No Spoilers, but there is a basic overview of the plot.

I was lucky enough to see an early screening of this film at Empire Live, which took place a few weeks ago at The O2 Arena.

I must admit I knew very little of the subject matter before entering. All I knew was that this was a war film, as well as being Mel Gibson’s first directorial effort since 2006’s Apocalypto.

So I settled in… And when I walked out 2 hours later, I realised I just saw a film that will go down in history as, not just a great war film, but one of the most memorable and lasting films ever made in the history of world cinema.

Hacksaw Ridge is quite possibly one of the greatest films ever made and, in my humble opinion, is a more accomplished war film than Saving Private Ryan.

(Yes, I really did just write that.)

Mel Gibson has now firmly placed himself within the cabal of Hollywood elite directors, and the skill he brings here is next to none. From the character scenes in small town America to the brutal violence of the Pacific battlefield, Gibson moves his camera with confidence and consummate elegance.

The story itself follows the journey of Desmond T. Doss (Andrew Garfield) and his desire to join the military to defend his homeland from the rage of Japanese imperialism. But there’s a catch… He’s a pacifist.

While at first his decision to enlist seems ridiculous, you can’t help getting caught up with this young man’s desire to fight for his country and still hold firm to his moral code.

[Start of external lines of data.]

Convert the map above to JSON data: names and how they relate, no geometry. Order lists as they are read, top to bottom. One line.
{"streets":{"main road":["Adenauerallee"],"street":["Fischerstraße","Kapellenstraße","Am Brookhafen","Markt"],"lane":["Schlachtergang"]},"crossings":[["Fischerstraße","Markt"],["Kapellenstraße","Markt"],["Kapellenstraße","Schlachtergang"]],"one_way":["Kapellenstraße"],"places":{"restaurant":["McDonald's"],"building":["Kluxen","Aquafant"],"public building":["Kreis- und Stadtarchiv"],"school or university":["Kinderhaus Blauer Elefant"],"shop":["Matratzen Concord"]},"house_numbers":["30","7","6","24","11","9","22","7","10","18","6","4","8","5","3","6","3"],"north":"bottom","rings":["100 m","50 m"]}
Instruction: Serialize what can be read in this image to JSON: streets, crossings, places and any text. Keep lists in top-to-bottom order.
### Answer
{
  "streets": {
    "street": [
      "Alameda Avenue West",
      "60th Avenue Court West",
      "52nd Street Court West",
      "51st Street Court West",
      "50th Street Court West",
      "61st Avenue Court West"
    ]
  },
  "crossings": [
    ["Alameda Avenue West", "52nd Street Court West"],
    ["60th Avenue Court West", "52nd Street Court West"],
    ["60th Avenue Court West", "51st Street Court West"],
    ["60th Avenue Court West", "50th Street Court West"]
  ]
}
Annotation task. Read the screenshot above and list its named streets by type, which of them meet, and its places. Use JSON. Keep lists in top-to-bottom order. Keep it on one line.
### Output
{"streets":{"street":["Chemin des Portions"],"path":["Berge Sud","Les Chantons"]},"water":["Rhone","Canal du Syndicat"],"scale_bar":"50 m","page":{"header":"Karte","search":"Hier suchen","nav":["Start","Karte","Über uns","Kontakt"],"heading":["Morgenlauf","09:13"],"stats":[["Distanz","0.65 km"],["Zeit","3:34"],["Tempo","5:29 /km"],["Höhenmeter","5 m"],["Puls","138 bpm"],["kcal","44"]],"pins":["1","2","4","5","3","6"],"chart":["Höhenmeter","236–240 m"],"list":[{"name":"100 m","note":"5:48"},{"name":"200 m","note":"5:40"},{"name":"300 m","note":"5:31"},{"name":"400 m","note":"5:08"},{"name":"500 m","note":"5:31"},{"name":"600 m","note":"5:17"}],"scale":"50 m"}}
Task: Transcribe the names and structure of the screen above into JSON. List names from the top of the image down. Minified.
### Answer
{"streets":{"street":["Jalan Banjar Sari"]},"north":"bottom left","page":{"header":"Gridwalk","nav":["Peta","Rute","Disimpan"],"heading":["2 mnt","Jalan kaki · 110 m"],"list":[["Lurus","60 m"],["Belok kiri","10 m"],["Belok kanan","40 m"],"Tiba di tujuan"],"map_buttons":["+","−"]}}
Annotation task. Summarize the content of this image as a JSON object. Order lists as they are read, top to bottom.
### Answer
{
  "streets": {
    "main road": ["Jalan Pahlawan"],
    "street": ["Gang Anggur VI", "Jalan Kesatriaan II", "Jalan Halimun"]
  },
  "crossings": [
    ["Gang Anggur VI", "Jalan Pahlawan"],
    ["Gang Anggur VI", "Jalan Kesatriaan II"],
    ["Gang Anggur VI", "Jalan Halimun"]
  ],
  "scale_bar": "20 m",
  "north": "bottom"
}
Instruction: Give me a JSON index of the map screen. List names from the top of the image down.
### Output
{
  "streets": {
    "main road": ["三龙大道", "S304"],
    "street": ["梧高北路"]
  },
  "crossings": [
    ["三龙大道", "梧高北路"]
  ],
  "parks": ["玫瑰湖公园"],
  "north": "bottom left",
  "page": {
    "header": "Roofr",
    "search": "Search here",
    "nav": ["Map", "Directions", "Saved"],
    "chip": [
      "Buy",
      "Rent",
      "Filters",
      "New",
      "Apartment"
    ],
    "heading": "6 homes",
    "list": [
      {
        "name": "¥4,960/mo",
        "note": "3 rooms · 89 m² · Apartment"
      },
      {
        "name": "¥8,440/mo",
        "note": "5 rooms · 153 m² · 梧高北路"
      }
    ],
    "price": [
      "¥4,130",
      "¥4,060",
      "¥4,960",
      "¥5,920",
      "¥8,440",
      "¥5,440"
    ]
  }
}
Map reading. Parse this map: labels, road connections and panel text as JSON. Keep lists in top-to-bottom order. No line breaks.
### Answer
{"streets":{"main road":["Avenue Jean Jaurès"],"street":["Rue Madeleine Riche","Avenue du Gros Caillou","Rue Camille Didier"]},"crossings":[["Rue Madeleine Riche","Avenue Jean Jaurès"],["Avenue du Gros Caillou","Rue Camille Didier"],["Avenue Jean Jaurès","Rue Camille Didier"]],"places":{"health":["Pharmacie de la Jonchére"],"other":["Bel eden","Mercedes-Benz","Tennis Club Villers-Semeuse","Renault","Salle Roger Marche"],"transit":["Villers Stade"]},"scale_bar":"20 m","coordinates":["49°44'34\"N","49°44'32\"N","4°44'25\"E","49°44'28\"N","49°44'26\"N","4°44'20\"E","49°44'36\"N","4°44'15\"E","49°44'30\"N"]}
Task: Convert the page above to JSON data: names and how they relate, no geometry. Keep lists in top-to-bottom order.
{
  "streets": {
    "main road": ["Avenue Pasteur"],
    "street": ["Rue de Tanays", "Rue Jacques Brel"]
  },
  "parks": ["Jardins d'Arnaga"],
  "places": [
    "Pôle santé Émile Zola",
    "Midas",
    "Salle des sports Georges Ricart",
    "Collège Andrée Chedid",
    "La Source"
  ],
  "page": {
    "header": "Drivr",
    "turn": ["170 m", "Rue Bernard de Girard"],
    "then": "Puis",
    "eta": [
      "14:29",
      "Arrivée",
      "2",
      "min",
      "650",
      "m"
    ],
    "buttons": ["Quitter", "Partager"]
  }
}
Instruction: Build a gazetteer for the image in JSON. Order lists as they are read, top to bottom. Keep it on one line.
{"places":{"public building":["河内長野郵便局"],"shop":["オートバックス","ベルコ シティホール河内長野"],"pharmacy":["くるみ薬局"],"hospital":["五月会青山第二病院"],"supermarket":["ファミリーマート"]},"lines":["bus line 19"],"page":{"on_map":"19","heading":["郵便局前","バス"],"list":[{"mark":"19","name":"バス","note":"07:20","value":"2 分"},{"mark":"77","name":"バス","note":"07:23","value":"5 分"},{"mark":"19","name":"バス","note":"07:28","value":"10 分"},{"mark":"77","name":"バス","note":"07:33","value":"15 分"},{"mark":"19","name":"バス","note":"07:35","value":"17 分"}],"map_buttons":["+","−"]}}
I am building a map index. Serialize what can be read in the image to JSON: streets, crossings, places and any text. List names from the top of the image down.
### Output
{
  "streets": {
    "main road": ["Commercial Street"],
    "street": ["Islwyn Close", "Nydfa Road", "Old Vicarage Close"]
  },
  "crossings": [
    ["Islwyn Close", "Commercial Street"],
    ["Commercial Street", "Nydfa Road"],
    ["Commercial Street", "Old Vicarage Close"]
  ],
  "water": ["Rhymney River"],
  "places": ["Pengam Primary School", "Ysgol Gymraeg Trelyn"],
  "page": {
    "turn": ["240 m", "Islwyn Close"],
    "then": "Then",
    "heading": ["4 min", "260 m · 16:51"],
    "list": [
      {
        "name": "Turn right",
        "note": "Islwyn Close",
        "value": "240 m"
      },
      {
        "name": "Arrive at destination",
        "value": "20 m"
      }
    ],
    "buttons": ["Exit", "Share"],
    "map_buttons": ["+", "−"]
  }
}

Garfield is ably supported by a strong supporting cast with standout performances from both Sam Worthington and Vince Vaughn. (In the case of Vaughn, this is first “serious” role I’ve seen him in since 1996’s The Lost World: Jurassic Park, and man does he deliver!)

While the film has the most literal third act structure I’ve seen since Peter Jackson’s King Kong, the length of time taken in building up Doss and his comrades pays off in spades as they are thrown into a perilous situation on the scale of the Normandy Landings.

The only (mild) criticism that I can offer is that the role of Dorothy Schutte, Doss’ wife (played excellently by Teresa Palmer) is rather superfluous to the overall needs of the plot. But as this is a WWII film, that is somewhat to be expected.

Nonetheless, my recommendation for this film cannot be any higher. This is THE film to see of 2016 and I might be early, but I’m calling it now: Mel Gibson is GUARANTEED a Best Director Oscar.